Ich gestehe, ich hab’ es satt. Man muss bedenken, dass ich schon mit 13 auf Tournee war, als Knabensopran. Seitdem bin ich mehr oder weniger immer unterwegs. Jetzt bin ich an einem Punkt, an dem ich meine Engagements und Projekte auswählen kann und an dem ich auch mal Nein sagen kann. Dafür habe ich hart gearbeitet, auch wenn zur Karriere auch Glück und Zufall gehören. Ich versuche jetzt, ein bisschen weniger zu machen und mehr zu Hause zu sein. Es tut mir gut. Okay, ich will verstärkt dirigieren. Das macht die Sache natürlich wieder schlimmer. (Lacht.)
-Ist es enger geworden auf dem Markt für Countertenöre? Es scheint, als ob alle halbe Jahre ein neuer Name auftaucht.
Die Branche wird größer, klar. Aber denken Sie daran, wie viele Soprane oder Baritone es gibt. Countertenöre werden noch immer als etwas anderes angesehen. Sie gelten als nicht so „echt“. Da vergleicht man sie erst recht untereinander. Ich sehne mich nach dem Tag, an dem wir alle einfach „da“ sind. Und an dem es nicht mehr heißt: Mehta steht da, Jaroussky dort, Cencic wieder anderswo.
-Gibt es immer noch ungeschriebene Repertoire-Grenzen? Ist das Publikum mittlerweile reif dafür, Mozarts Cherubino oder Sextus nicht von Mezzosopranen, sondern von Countertenören zu hören?
Die Frage ist nicht, ob das Publikum dies akzeptiert. Sondern: Ist es gut für das Stück?
Cherubino im „Figaro“ mit einem Counter zu besetzen, halte ich für völlig falsch. Das Entscheidende ist die Hosenrolle. Cherubino ist keine Frau, kein Junge mehr, aber auch noch kein Mann. Wenn er über eine erwachsene Sexualität verfügen würde, käme er niemals in die Garderobe der Gräfin. Dieses Dazwischensein kann von einem Mezzosopran besser gezeigt werden als von einem Countertenor.
-Ist Ihre neue CD mit Arien von Gluck und Mozart dennoch der Versuch, aus der Barock-Schublade herauszukommen?

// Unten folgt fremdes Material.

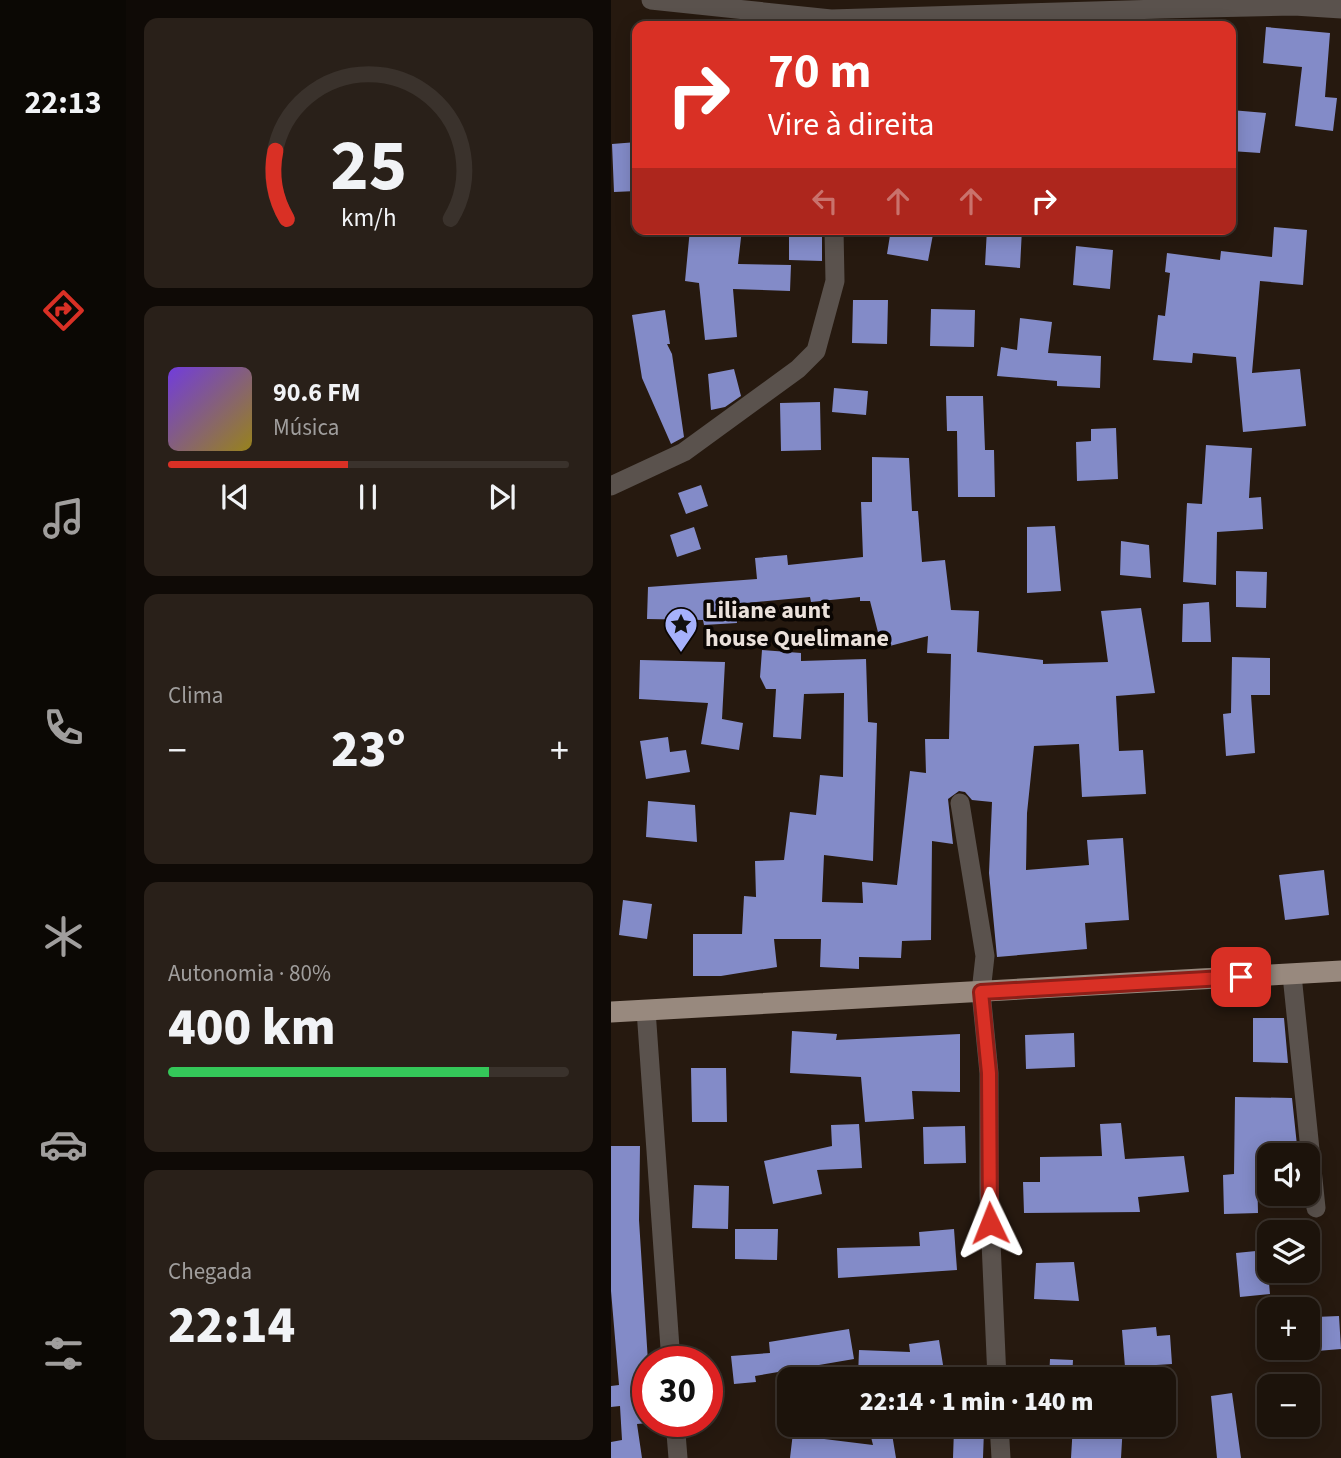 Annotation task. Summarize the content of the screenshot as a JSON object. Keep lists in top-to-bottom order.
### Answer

Das ist eben unser Problem: Wir Countertenöre werden dauernd aufs Repertoire angesprochen. Juan Diego Florez, ein Tenor, den ich schätze und liebe, singt viel Belcanto, sein Repertoire ist eher klein. Andere singen ausschließlich Wagner. Jeder sollte sein Repertoire nach dem Typ seiner Stimme auswählen, das gilt für Counter wie für andere Sänger. Aber rechtfertigen müssen immer nur wir uns…
-Es fällt ja auf, dass die Karriere bei Countertenören nach ähnlichem Muster verläuft. Zunächst muss er Virtuose sein, dann erst darf er sich anderes erobern. Erst die Manege, dann die richtige Bühne.
Ich glaube, es hängt auch mit der Gesangstechnik zusammen. Die war in früheren Countertenor-Generationen eher schlecht. Und da sagten alle: „Das ist keine natürliche Stimme, die hält sowieso nur zehn Jahre. Macht also Spektakel, nach zehn Jahren suchen wir uns den nächsten aus.“ Wir gelten immer noch als eine neue Branche – obwohl die Realität völlig anders ist. Ich bin der lebende Beweis. Ich bin kein junges Küken mehr. Erst mit über vierzig erreicht meine Stimme nun ihre beste Phase – so wie es bei jeder anderen guten Stimme auch sein sollte.
-Was für ein Paradox: Es gibt seit Jahrzehnten einen Barock-Boom, und die Leute empfinden Sänger wie Sie immer noch nicht als „normal“…
Ich hoffe darauf, dass meine Stimme mit 60 noch gesund ist. Ich will mit meiner Karriere zeigen: Es ist eine normale Stimme, die man mit guter Technik – wie jeder andere Sänger – erhalten kann. Ich will mit 53 Händels Cäsar singen, einfach, weil dieser antike Held zur Zeit der Opernhandlung genau in diesem Alter war. Ein paar von uns müssen einfach nur alt werden und gut bleiben, dann denken die Leute anders.
-Anders als manche Counter-Kollegen decken Sie Ihre Stimme nicht und verfärben Sie nicht. Sie singen relativ offen und natürlich. Hängt das auch mit Ihrem Kampf um Normalität zusammen?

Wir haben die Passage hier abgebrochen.